I talk a lot about parents who don’t give a hoot what their children are doing, but at the other extreme are the parents who can’t imagine their children doing anything wrong. They consistently cover for them, go to their defense or take the blame themselves, no matter what the evidence indicates. They should, instead, be holding their children accountable for their crimes. Yes, they need to stick with them as they go through the process of establishing guilt and accepting punishment, but from enough of a distance that the child is the one paying the price.
When parents assume more liability than they should, they take responsibility for the misbehavior, leaving none for their children. After all, if the parents are going to make everything “right,” either by taking the blame or by making the problem go away entirely, the child doesn’t have to face it. It’s somehow everyone else’s problem.
A typical example of this was the mother who told the probation officer it was her fault that her teenage son stole her car. She believed the blame was hers because she left the keys on the kitchen table, instead of hiding them from him. Well, for crying out loud, she should be able to leave the keys out in plain view. He’s not a toddler who has to be protected from light sockets and he has normal abilities, so he is well beyond the age of knowing right from wrong. He is old enough to know when he is committing a crime and old enough to take the consequences.
There was a time when the family car was usually parked with the keys left in the ignition, and people didn’t get in it and drive away, including the children. It never occurred to us to lock the doors to the house, either. We didn’t need to. Leaving them unlocked made it easier for neighbors to leave their garden produce in the back porch.
Nor would we consider rummaging through a stranger’s home without an invitation, or pilfering something that didn’t belong to us. We didn’t do those things because we had been taught that to do so was wrong. That’s right – wrong. Not just illegal or unpleasant if we got caught, but “wrong.” And for those who didn’t subscribe to such a moral notion, the parents, neighbors, school teachers, civic leaders and the Church were constantly available to underscore the idea without fear of being politically incorrect.
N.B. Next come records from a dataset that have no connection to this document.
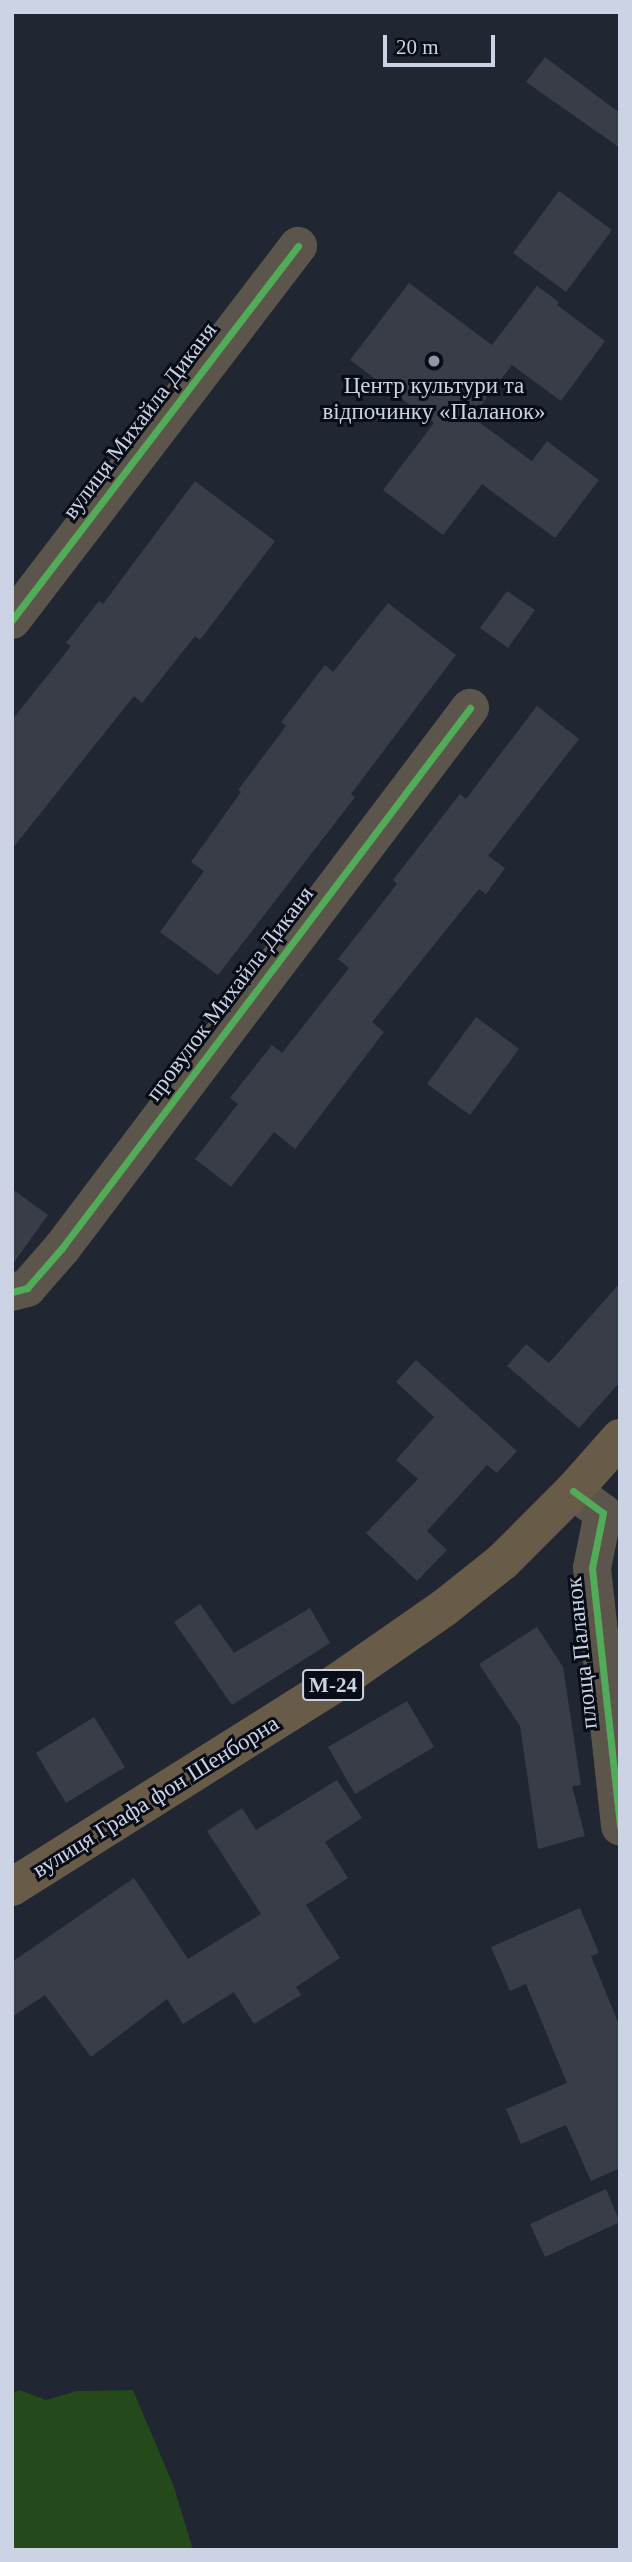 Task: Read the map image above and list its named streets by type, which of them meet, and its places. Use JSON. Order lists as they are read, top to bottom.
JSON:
{
  "streets": {
    "highway": ["М-24", "вулиця Графа фон Шенборна"],
    "street": ["вулиця Михайла Диканя", "провулок Михайла Диканя", "площа Паланок"]
  },
  "crossings": [
    ["площа Паланок", "вулиця Графа фон Шенборна"]
  ],
  "places": ["Центр культури та відпочинку «Паланок»"],
  "scale_bar": "20 m"
} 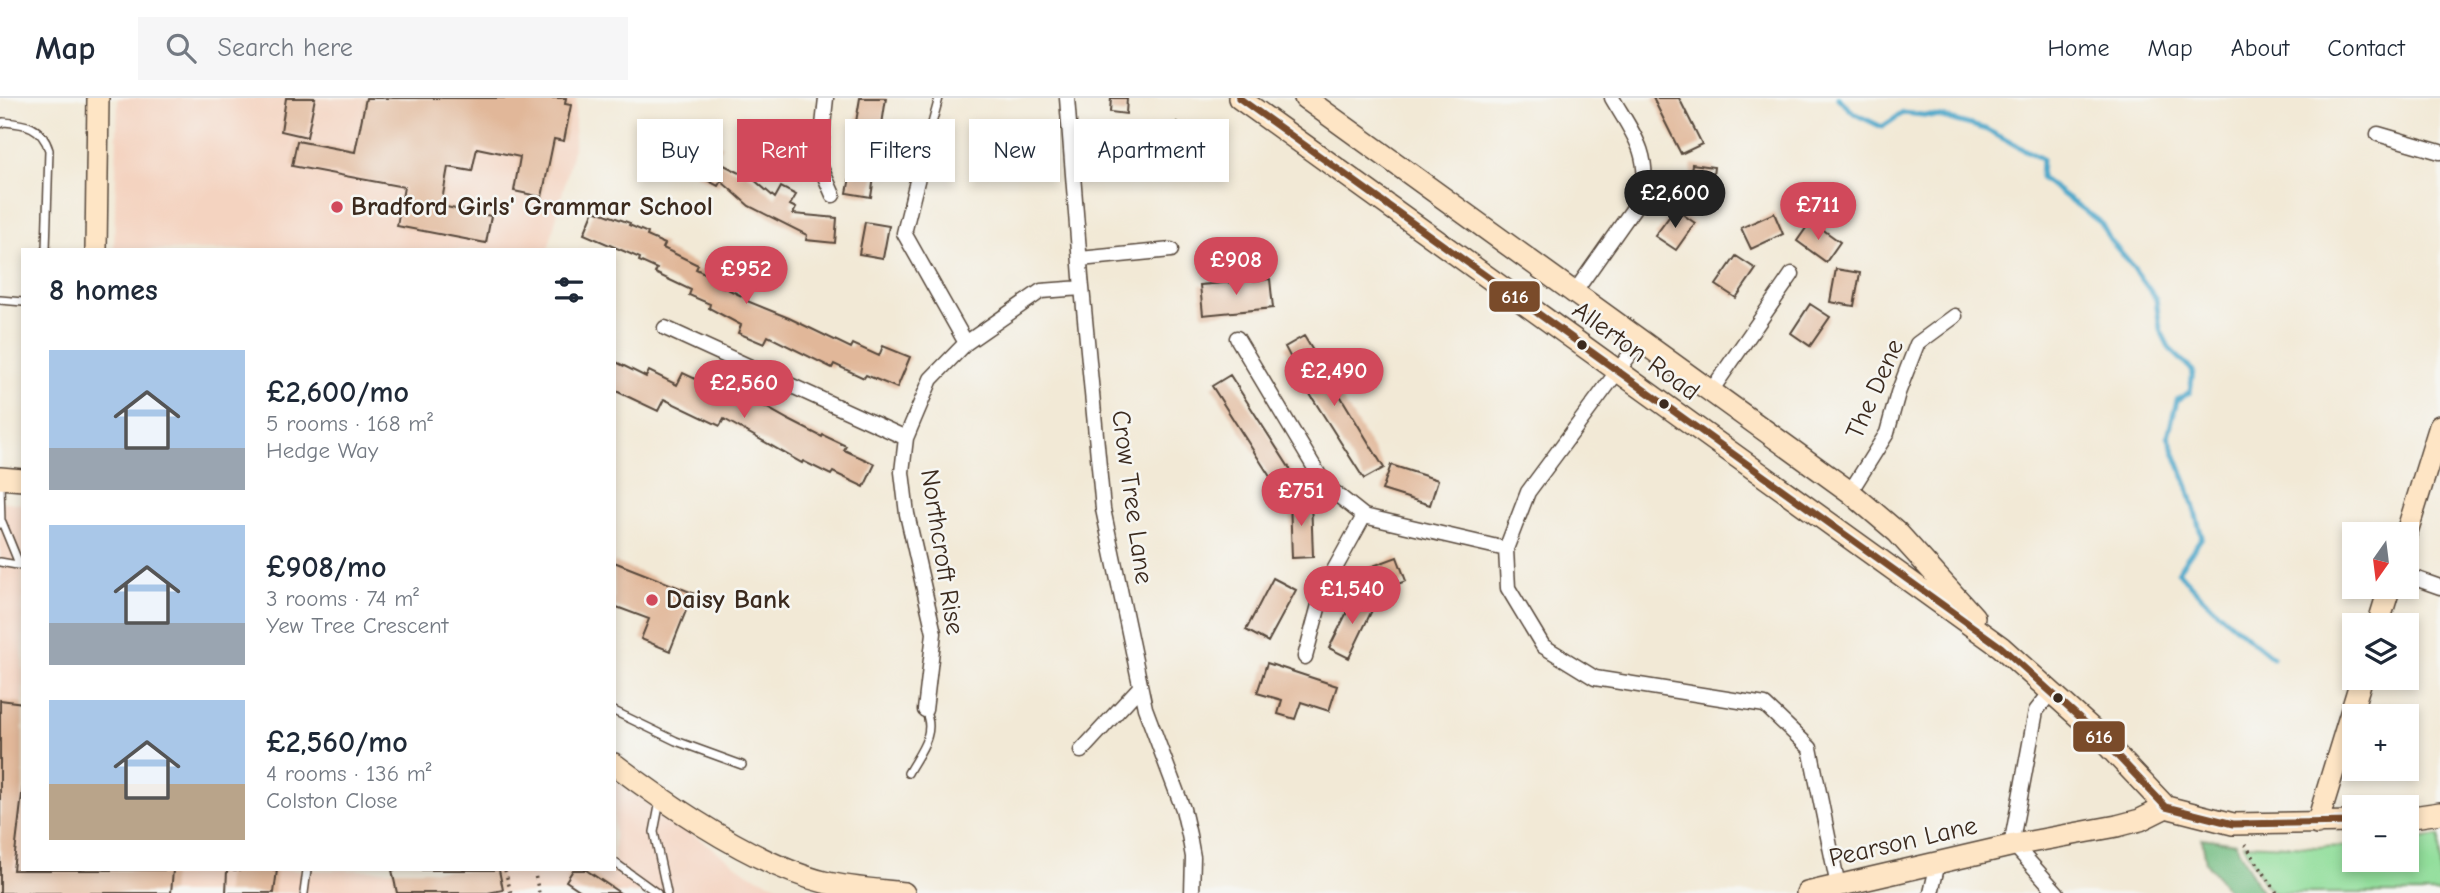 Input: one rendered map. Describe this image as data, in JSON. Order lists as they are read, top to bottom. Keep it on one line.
{"streets":{"street":["Allerton Road","The Dene","Crow Tree Lane","Northcroft Rise","Pearson Lane"]},"crossings":[["Allerton Road","The Dene"],["Allerton Road","Pearson Lane"],["Crow Tree Lane","Northcroft Rise"]],"places":["Bradford Girls' Grammar School","Daisy Bank"],"lines":["transit line 616"],"north":"bottom","page":{"header":"Map","search":"Search here","nav":["Home","Map","About","Contact"],"chip":["Buy","Rent","Filters","New","Apartment"],"price":["£2,600","£711","£908","£952","£2,490","£2,560","£751","£1,540"],"heading":"8 homes","list":[{"name":"£2,600/mo","note":"5 rooms · 168 m² · Hedge Way"},{"name":"£908/mo","note":"3 rooms · 74 m² · Yew Tree Crescent"},{"name":"£2,560/mo","note":"4 rooms · 136 m² · Colston Close"}],"map_buttons":["+","−"]}} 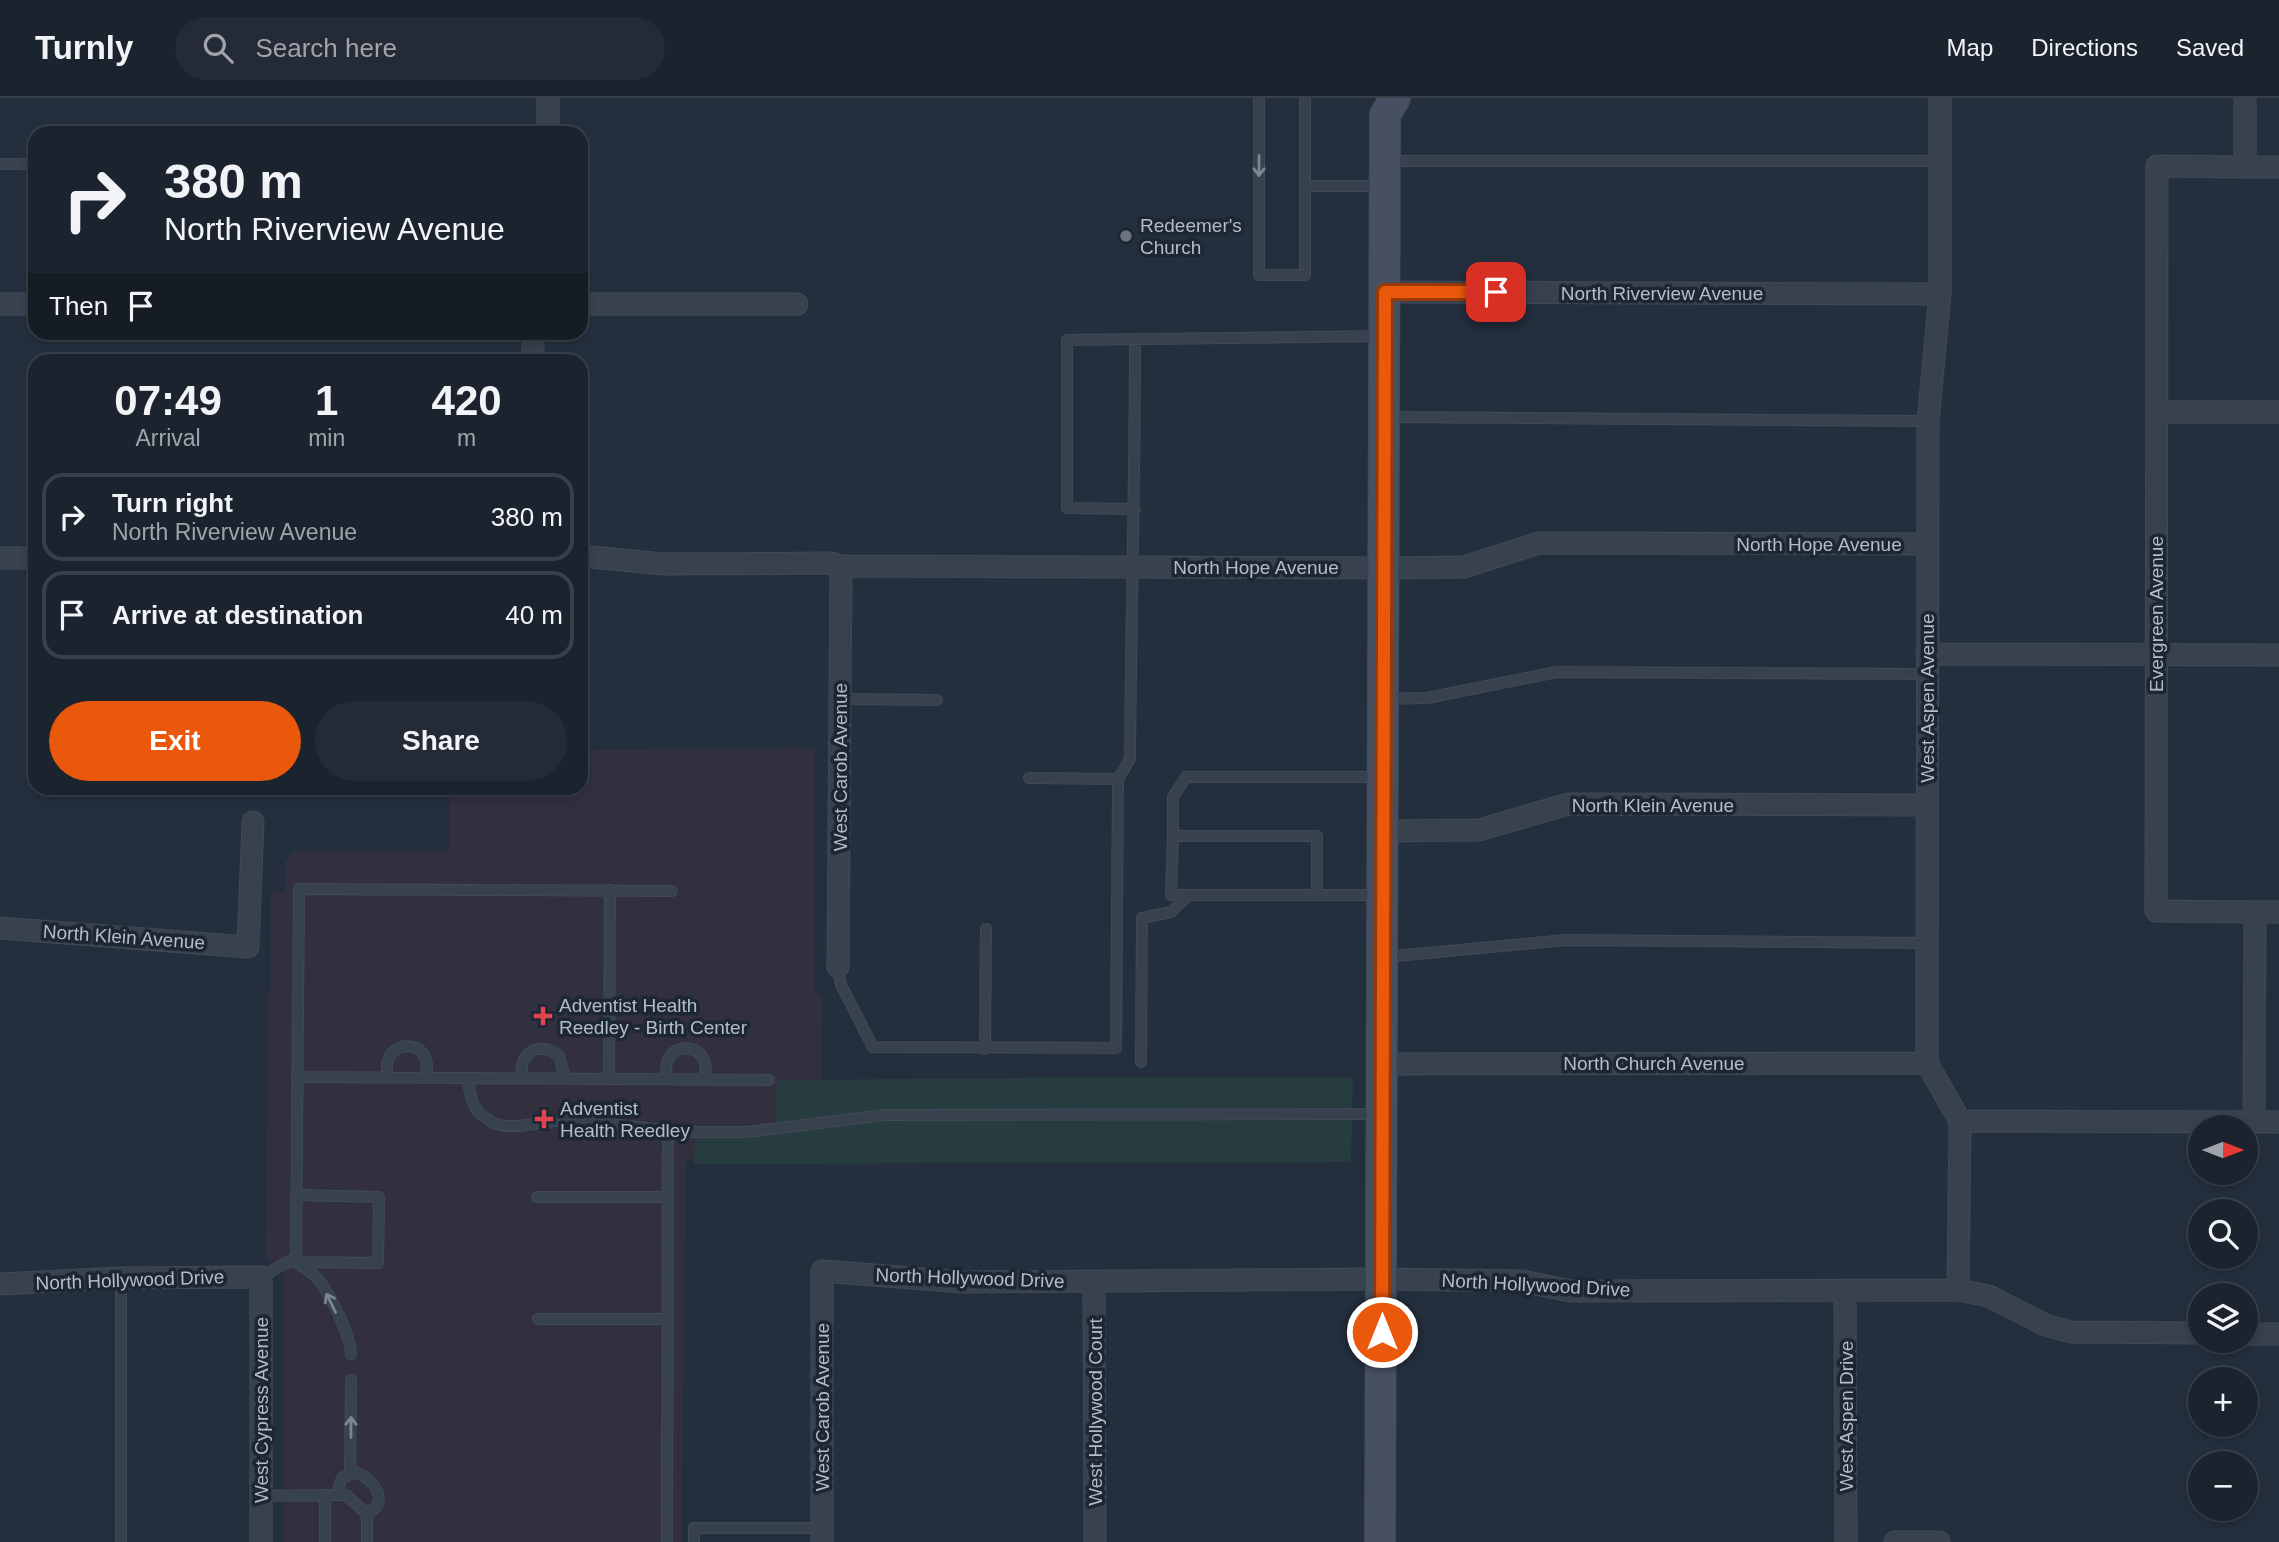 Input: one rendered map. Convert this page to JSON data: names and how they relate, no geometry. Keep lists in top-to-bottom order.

It’s a different world now, but parents still have an obligation to teach their children not to steal and to punish them the first time they try it. It is an ongoing process to reinforce in children’s minds that they are accountable for what they do. Of course, if nothing happens to you when you steal, what’s the difference? You might as well take what you want, when you want it, especially if your parents, or others, are willing to accept the responsibility because they didn’t make sure you weren’t tempted.
Life is full of temptation and it is a feral nature that won’t resist. I know this is an ugly thing to say, but it’s not progress to make excuses for liars, thieves and thugs, and it’s not fun to share the world with them. Still, as long as we pretend someone else is to blame, that is what we will have to live with.